Science: Forgers beware: squiggles on file: Signatures hold secrets that a computer can learn. An answer to fraud? Julian Brown reports

Click to follow
The Independent Online
If you use a credit card, how closely does the cashier compare your signature on the payment slip with that on the card? Often these get little more than a cursory glance, perhaps with one of the signatures being scrutinised upside-down. Sometimes the cashier won't bother to look at all - possibly through apathy, or through a reluctance to give the impression that your honesty is in question.

With losses due to credit card fraud running at around pounds 130m a year, banks and building societies are keen to find ways to improve the security of their cards. The N&P Building Society is putting photographs on cards, but many companies have resisted such a move. One reason is cost; another is that the system still relies on the vigilance of the cashier to check the likeness of the photo - an easier task than checking a signature, but one that is still open to human error.

Some of the limitations of credit card security could be overcome by a new approach devised by researchers at GEC, in which a computer is 'trained' to recognise an authentic signature with an accuracy of 99.25 per cent - much higher than that which most careful cashiers can achieve.

The system's advantage is that it has access to more information about each signature than is revealed by simple human inspection. When it is given a signature to remember, the specimen signings (at least three are needed) are made with a special pen and a digitising tablet, which together measure the hand's pressure and the speed at which it moves.

The computer then calculates an average 'template' of the signature, which includes information not only about its overall shape and appearance but also 'temporal' data, representing key aspects of the speed with which each curve and squiggle is drawn. Having access to several specimens, the computer is also able to determine which parts of the signature vary greatly and which change little.

To verify a signature, the system attempts to match its template against the signature. The machine then computes the overall similarity and offers its verdict on the signature's authenticity.

One attractive aspect of the system is that all the digitised data representing the key aspects of a signature can be stored in less than 200 bytes of code, a mere speck in the rapidly expanding universe of computer memory. Such data could easily be transmitted over a telephone line or stored on a smart card. Many swipe machines at shop check-outs automatically clear credit card transactions by sending data back and forth over a telephone line, so it would be easy to include this extra data as a way of checking the signature. The problem for forgers is that although they could offer visually passable imitations of the real signature, it is unlikely that they would be able to mimic the speed and flow of the genuine author.

One disadvantage of the system is that shopkeepers would need a more complicated card-swiping machine, which would include a digitising tablet and a pressure- sensitive pen for the customer to use to sign the transaction slip. But GEC's researchers believe that the extra hardware would be relatively inexpensive and would soon pay for itself - particularly if it was manufactured in volume.

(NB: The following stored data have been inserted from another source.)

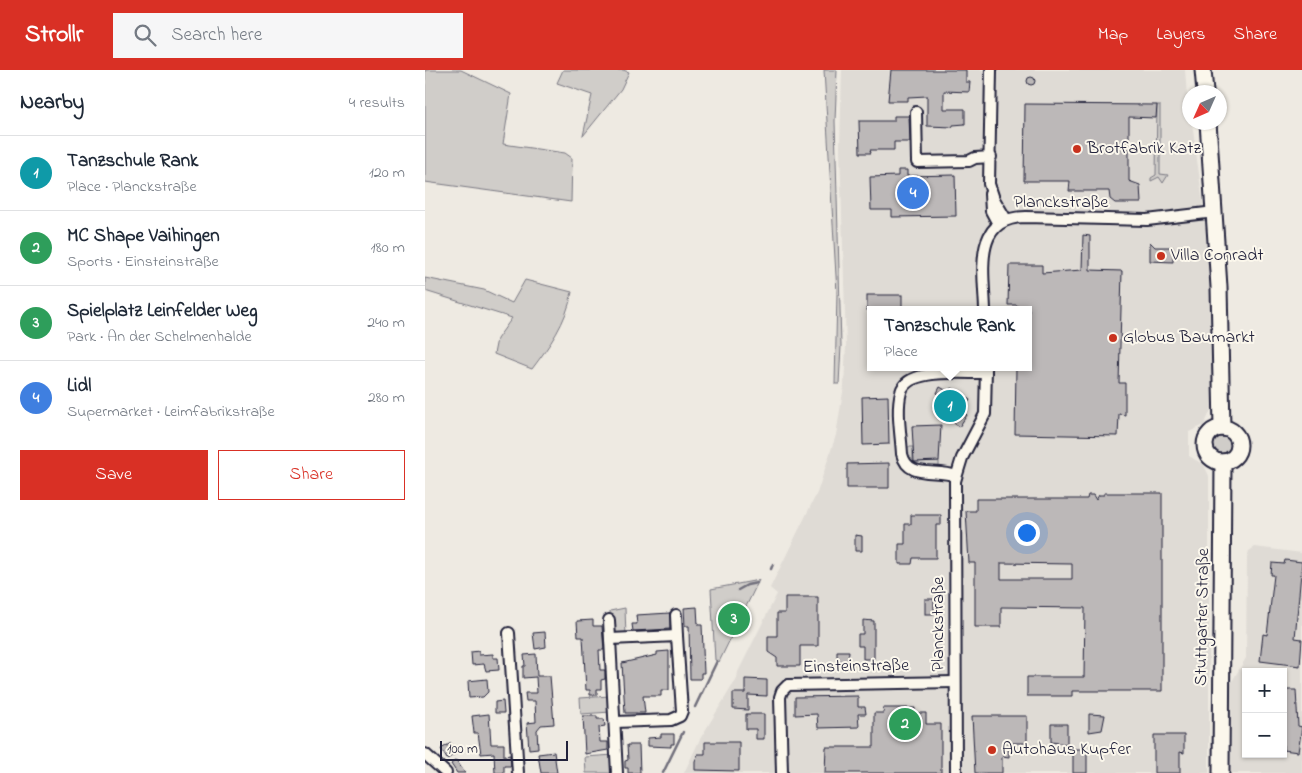 <!DOCTYPE html>
<html lang="en">
<head>
<meta charset="utf-8">
<style>
	:root { --surface:#fff; --page:#f6f6f7; --text:#1f2937; --muted:#747a83; --line:#e0e1e3; --accent:#d93025 }
	body { margin:0; font-family:"Indie Flower",sans-serif; background:var(--page); color:var(--text) }
	.controls { position:absolute; right:15px; bottom:15px; display:grid; overflow:hidden; border-radius:0px; box-shadow:0 1px 4px #0004 }
	.controls button { width:45px; height:45px; display:grid; place-items:center; padding:0; border:0; border-bottom:1px solid var(--line); background:var(--surface); color:var(--text); font:25px sans-serif }
	.compass { position:absolute; left:757px; top:15px; width:45px; height:45px; border-radius:50%; background:var(--surface); box-shadow:0 1px 4px #0004; rotate:225deg }
	.scale { position:absolute; left:15px; bottom:12px; width:128px; box-sizing:border-box; padding-left:5px; border:2px solid #22223b; border-top:0; font-size:14px; line-height:18px; white-space:nowrap; color:#22223b; -webkit-text-stroke:4px #fbf7ec; paint-order:stroke }
	.you { position:absolute; left:601px; top:462px; width:18px; height:18px; margin:-12px; border:4px solid #fff; border-radius:50%; background:#1a73e8; box-shadow:0 0 0 8px #1a73e833 }
	.badge { display:grid; place-items:center; width:32px; height:32px; border-radius:50%; background:var(--accent); color:#fff; font-size:16px; font-weight:700 }
	.pin { position:absolute; translate:-50% -50%; border:2px solid #fff; box-shadow:0 1px 5px #0006 }
	.popup { position:absolute; left:442px; top:236px; width:165px; height:65px; box-sizing:border-box; display:grid; place-content:center; border-radius:0px; background:var(--surface); filter:drop-shadow(0 1px 4px #0005); font-size:16px; white-space:nowrap; color:var(--muted) }
	.popup b { font-size:19px; color:var(--text) }
	.popup::after { content:''; position:absolute; left:50%; top:100%; margin-left:-10px; border:10px solid transparent; border-top-color:var(--surface) }
	.list { margin:0; padding:0; list-style:none }
	h2 { display:flex; justify-content:space-between; align-items:center; height:65px; margin:0; padding:0 20px; font-size:21px }
	h2 small { font-size:16px; font-weight:400; color:var(--muted) }
	.list li { display:grid; grid-template-columns:32px 1fr auto; gap:15px; align-items:center; box-sizing:border-box; height:75px; padding:0 20px; border-top:1px solid var(--line) }
	.list b { display:block; font-size:19px; white-space:nowrap }
	.list p { margin:0; font-size:16px; white-space:nowrap; color:var(--muted) }
	.list em { font-size:16px; font-style:normal; color:var(--muted) }
	.actions { display:flex; gap:10px; padding:15px 20px }
	.actions a { flex:1; padding:11px 0; border:1px solid var(--accent); border-radius:0px; text-align:center; font-size:18px; color:var(--accent) }
	.actions .main { background:var(--accent); color:#fff }
	.icon { flex:none; width:28px; height:28px; fill:none; stroke:currentColor; stroke-width:2; stroke-linecap:round; stroke-linejoin:round }
	.map { position:relative; flex:none; width:877px; height:703px; overflow:hidden }
	header { display:flex; align-items:center; gap:30px; box-sizing:border-box; height:70px; padding:0 25px; background:var(--accent); color:#fff }
	header strong { font-size:24px }
	nav { display:flex; gap:28px; margin-inline-start:auto; font-size:18px }
	.search { width:350px; height:45px; background:var(--page); display:flex; align-items:center; gap:12px; box-sizing:border-box; padding:0 18px; border-radius:0px; color:var(--muted); font-size:19px }
	main { display:flex }
	aside { flex:1; background:var(--surface) }
	.map>svg:first-child { display:block }
	.built { fill:#dfdbd5; fill-rule:evenodd }
	.green { fill:#d0cdc9; stroke:#797882 }
	.lines { fill:none; stroke-linecap:round; stroke-linejoin:round }
	.stream { stroke:#716f7c; stroke-width:2.5 }
	.building { fill:#bcb8b8; stroke:#22223b; fill-rule:evenodd }
	.street-casing { stroke:#22223b; stroke-width:14 }
	.secondary-casing { stroke:#22223b; stroke-width:19 }
	.street { stroke:#fbf7ec; stroke-width:10 }
	.secondary { stroke:#fbf7ec; stroke-width:15 }
	.poi-dot { fill:#c8321e; stroke:#fbf7ec; stroke-width:2 }
	.labels { text-anchor:middle; dominant-baseline:central; stroke-width:4; stroke-linejoin:round; paint-order:stroke }
	.poi-label { font-size:18px; fill:#22223b; stroke:#fbf7ec; text-anchor:start }
	.street-label { font-size:18px; fill:#22223b; stroke:#fbf7ec }
</style>
</head>
<body>
<header>
<strong>Strollr</strong>
<div class="search"><svg class="icon" aria-label="search" viewBox="0 0 24 24"><circle cx="10" cy="10" r="6"/><path d="M15 15l6 6"/></svg>Search here</div>
<nav><a>Map</a><a>Layers</a><a>Share</a></nav>
</header>
<main>
<aside>
<h2>Nearby<small>4 results</small></h2>
<ul class="list">
<li><span class="badge" style="background:#0f9aa8">1</span><div><b>Tanzschule Rank</b><p>Place · Planckstraße</p></div><em>120 m</em></li>
<li><span class="badge" style="background:#2e9e5b">2</span><div><b>MC Shape Vaihingen</b><p>Sports · Einsteinstraße</p></div><em>180 m</em></li>
<li><span class="badge" style="background:#2e9e5b">3</span><div><b>Spielplatz Leinfelder Weg</b><p>Park · An der Schelmenhalde</p></div><em>240 m</em></li>
<li><span class="badge" style="background:#3f7fe0">4</span><div><b>Lidl</b><p>Supermarket · Leimfabrikstraße</p></div><em>280 m</em></li>
</ul>
<div class="actions"><a class="main">Save</a><a>Share</a></div>
</aside>
<div class="map">
<svg width="877" height="703" viewBox="0 0 877 703">
	<rect width="100%" height="100%" fill="#eeeae2"/>
	<filter id="ink" filterUnits="userSpaceOnUse"><feTurbulence type="fractalNoise" baseFrequency=".02" numOctaves="2"/><feDisplacementMap in="SourceGraphic" scale="10" xChannelSelector="R" yChannelSelector="G"/><feConvolveMatrix kernelMatrix="1 2 1 2 8 2 1 2 1" color-interpolation-filters="sRGB"/></filter>
	<g filter="url(#ink)">
		<g class="built">
			<path d="M 417,0 L 760,0 L 764,52 L 767,53 L 783,170 L 785,217 L 788,336 L 779,355 L 764,362 L 764,386 L 779,395 L 784,406 L 784,703 L 259,703 L 275,669 L 312,608 L 313,602 L 352,524 L 345,518 L 392,423 L 411,365 L 419,316 L 421,276 L 415,78 ZM 446,240 L 604,240 L 604,297 L 446,297 Z"/>
			<path d="M 830,477 L 877,483 L 877,703 L 806,703 L 806,613 L 821,588 L 822,488 L 824,481 ZM 821,602 L 858,602 L 858,684 L 821,684 Z"/>
		</g>
		<g class="green">
			<polygon points="0,0 36,0 86,24 78,74 140,83 147,88 146,132 0,112"/>
			<polygon points="138,0 198,0 204,2 196,19 158,66 167,25 132,13"/>
			<polygon points="399,0 412,0 410,51 416,276 414,314 410,314 412,223"/>
			<polygon points="732,35 735,35 735,104 743,105 738,113 734,107 726,111 726,108 731,105"/>
			<path d="M 0,208 L 59,220 L 87,233 L 100,210 L 147,222 C 141,253 125,275 107,299 L 69,284 L 72,269 L 87,248 L 0,221 Z"/>
			<circle cx="796" cy="375" r="10"/>
			<polygon points="480,377 488,377 488,392 514,391 514,398 494,398 487,395"/>
			<polygon points="334,510 294,592 290,590 286,519"/>
			<polygon points="200,538 201,567 186,568 185,541"/>
			<polygon points="185,626 186,642 156,644 155,628"/>
			<polygon points="189,685 190,703 161,703 160,687"/>
		</g>
		<g class="lines">
			<g class="stream">
				<polyline points="346,499 348,494"/>
				<polyline points="313,520 322,515 332,513"/>
				<polyline points="270,637 292,591"/>
				<polyline points="238,703 258,662"/>
			</g>
		</g>
		<g class="building">
			<polygon points="466,0 541,0 541,12 545,12 544,22 519,21 519,39 540,39 540,54 528,55 528,57 502,56 502,26 483,27 483,31 463,31"/>
			<circle cx="606" cy="11" r="4"/>
			<polygon points="600,34 732,35 731,48 704,47 704,111 715,115 716,133 690,133 685,129 684,121 644,121 645,111 599,111"/>
			<polygon points="469,46 484,46 485,72 469,72 469,80 445,80 446,83 435,83 434,51 469,51"/>
			<polygon points="473,100 482,100 482,106 530,105 531,146 467,147 467,140 446,140 445,107 473,106"/>
			<polygon points="658,165 665,166 665,200 697,201 694,313 700,313 700,345 694,344 693,366 590,364 591,297 604,297 604,240 592,240 592,235 583,235 584,195 617,195 617,203 657,200"/>
			<polygon points="725,172 730,177 748,177 748,192 725,191"/>
			<rect x="442" y="225" width="35" height="15"/>
			<polygon points="515,317 524,322 527,318 545,330 537,341 542,345 534,357 508,337 516,326 512,323"/>
			<polygon points="463,326 464,374 438,375 437,327"/>
			<polygon points="516,355 514,391 489,392 487,356"/>
			<polygon points="464,393 464,418 422,418 422,394"/>
			<path d="M 679,423 L 737,423 L 737,621 L 647,621 L 647,626 L 602,626 L 602,607 L 659,607 L 660,538 L 576,537 L 576,557 L 550,557 L 550,493 L 544,493 L 541,441 L 551,441 L 551,429 L 662,429 L 663,425 L 668,425 L 671,430 L 674,425 L 679,425 ZM 576,493 L 647,494 L 647,509 L 576,509 Z"/>
			<polygon points="486,445 516,445 516,455 511,455 511,488 488,488 487,494 474,494 474,474 480,474 480,454 486,454"/>
			<polygon points="430,465 437,466 437,481 430,481"/>
			<polygon points="860,490 877,492 870,568 877,569 875,596 835,591 838,564 842,565 849,505 846,505 847,493 859,494"/>
			<polygon points="360,527 393,527 393,576 375,576 375,596 352,596 352,588 343,582 343,566 352,566 352,543 360,543"/>
			<rect x="500" y="529" width="9" height="15"/>
			<polygon points="272,537 273,555 277,555 279,603 276,603 276,609 265,609 264,556 260,556 259,538"/>
			<polygon points="245,543 245,559 208,561 207,554 212,554 211,545"/>
			<polygon points="168,550 168,556 177,556 179,580 174,580 175,600 180,600 180,609 176,610 176,619 172,619 172,625 165,625 165,620 161,620 158,567 153,567 152,551"/>
			<polygon points="438,550 449,551 449,589 438,589 438,576 433,576 433,564 438,564"/>
			<polygon points="120,562 121,577 110,579 108,563"/>
			<polygon points="54,581 54,585 68,584 68,588 73,588 74,600 61,601 59,594 47,595 46,582"/>
			<polygon points="244,581 244,620 236,620 236,626 218,626 220,643 200,643 197,593 232,585 232,582"/>
			<polygon points="412,581 424,581 423,592 412,592"/>
			<polygon points="111,584 112,606 125,606 129,654 116,655 112,660 113,678 104,679 102,653 111,652 110,631 101,631 100,623 112,623 111,607 98,608 98,596 100,596 99,585"/>
			<polygon points="62,609 63,622 58,627 44,628 43,611"/>
			<polygon points="320,609 342,610 342,626 323,625 323,640 308,639 308,623 320,623"/>
			<polygon points="858,620 871,620 873,656 877,657 873,682 858,680"/>
			<polygon points="433,626 433,637 440,637 441,644 433,644 434,657 393,658 392,644 370,645 370,627"/>
			<polygon points="78,631 79,643 70,643 70,632"/>
			<polygon points="458,638 490,638 490,643 501,643 501,654 516,654 516,703 400,703 401,677 449,677 449,643 459,643"/>
			<polygon points="64,644 66,674 79,674 79,686 85,685 86,696 79,696 79,703 70,703 69,683 56,684 53,663 49,663 47,646"/>
			<polygon points="321,644 339,644 339,669 331,669 331,659 321,659"/>
			<polygon points="664,644 680,645 677,660 664,662"/>
			<polygon points="158,646 172,646 172,649 179,649 180,656 174,657 175,672 183,672 183,680 160,684"/>
			<polygon points="547,646 602,646 602,673 584,673 584,687 577,686 577,703 550,703"/>
			<polygon points="626,654 642,654 642,674 626,672"/>
			<polygon points="236,664 249,664 249,674 246,674 246,677 223,676 223,668 236,667"/>
			<polygon points="729,665 759,665 759,683 755,682 755,703 729,703"/>
			<polygon points="280,672 314,672 314,701 270,700 270,691 273,684 280,684"/>
			<polygon points="26,673 32,683 22,689 16,679"/>
			<polygon points="202,675 214,675 215,703 203,703 203,698 200,698 200,691 203,690"/>
			<rect x="648" y="679" width="14" height="24"/>
			<polygon points="129,682 132,703 116,703 113,684"/>
			<polygon points="31,690 40,703 32,703 26,694"/>
		</g>
		<g class="lines">
			<g class="street-casing">
				<g id="street">
					<polyline points="566,0 564,114 569,129 581,149"/>
					<polyline points="491,42 492,92 544,91 550,88 566,87"/>
					<polyline points="565,124 566,141 573,154"/>
					<path d="M 560,240 C 559,202 547,147 601,147 L 722,150 L 790,142"/>
					<path d="M 531,406 C 511,398 483,410 477,384 C 476,365 471,340 476,322 C 482,297 540,304 561,303"/>
					<polyline points="251,545 252,566"/>
					<polyline points="184,550 192,703"/>
					<polyline points="84,563 93,703"/>
					<polyline points="185,569 252,566 257,641 255,646 246,650 190,652"/>
					<polyline points="0,684 21,703"/>
					<polyline points="357,703 355,627 357,621 363,615 530,612"/>
					<polyline points="531,703 530,411 537,388 560,344 561,297"/>
				</g>
			</g>
			<g class="secondary-casing">
				<g id="secondary">
					<polyline points="778,0 780,22"/>
					<polyline points="783,52 794,217 797,358"/>
					<circle cx="797" cy="375" r="17"/>
					<polyline points="796,703 798,392"/>
				</g>
			</g>
			<use href="#street" class="street"/>
			<use href="#secondary" class="secondary"/>
		</g>
	</g>
	<g class="poi-dot">
		<circle cx="652" cy="79" r="5"/>
		<circle cx="736" cy="186" r="5"/>
		<circle cx="688" cy="268" r="5"/>
		<circle cx="567" cy="680" r="5"/>
	</g>
	<g class="labels">
		<g class="poi-label">
			<text x="662" y="79">Brotfabrik Katz</text>
			<text x="746" y="186">Villa Conradt</text>
			<text x="698" y="268">Globus Baumarkt</text>
			<text x="577" y="680">Autohaus Kupfer</text>
		</g>
		<g class="street-label">
			<text x="636" y="133">Planckstraße</text>
			<text transform="translate(778 547) rotate(-89)">Stuttgarter Straße</text>
			<text transform="translate(514 554) rotate(-90)">Planckstraße</text>
			<text transform="translate(431 597) rotate(-1)">Einsteinstraße</text>
		</g>
	</g>
</svg>
<div class="controls">
<button>+</button>
<button>−</button>
</div>
<svg class="compass" viewBox="-18 -18 36 36"><path d="M0-13l5 13h-10z" fill="#e53935"/><path d="M0 13l5-13h-10z" fill="#747a83"/></svg>
<div class="scale">100 m</div>
<div class="you"></div>
<div class="pin badge" style="left:525px;top:336px;background:#0f9aa8">1</div>
<div class="popup"><b>Tanzschule Rank</b>Place</div>
<div class="pin badge" style="left:480px;top:654px;background:#2e9e5b">2</div>
<div class="pin badge" style="left:309px;top:549px;background:#2e9e5b">3</div>
<div class="pin badge" style="left:488px;top:123px;background:#3f7fe0">4</div>
</div>
</main>
</body>
</html>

A more significant problem is that people's signatures tend to vary and evolve with time, increasing the likelihood of a false rejection.

Steve Collins, manager of card technology at Barclaycard, says that though his company is seriously looking at automatic signature recognition, he has yet to see a system that would prove reliable enough when used on a busy supermarket check-out.

Barclaycard is exploring a multitude of methods for preventing credit card fraud, but Mr Collins's favourite is one based on fingerprint scanning. He admits this would be less consumer friendly, because of its criminal overtones, but thinks that ultimately it would prove more reliable than signature verification.

Nevertheless, several banks are showing interest in GEC's system, because not only does it offer a way of dealing with credit card fraud but it could be used as a way of authenticating signatures on cheques, legal documents and social security payments.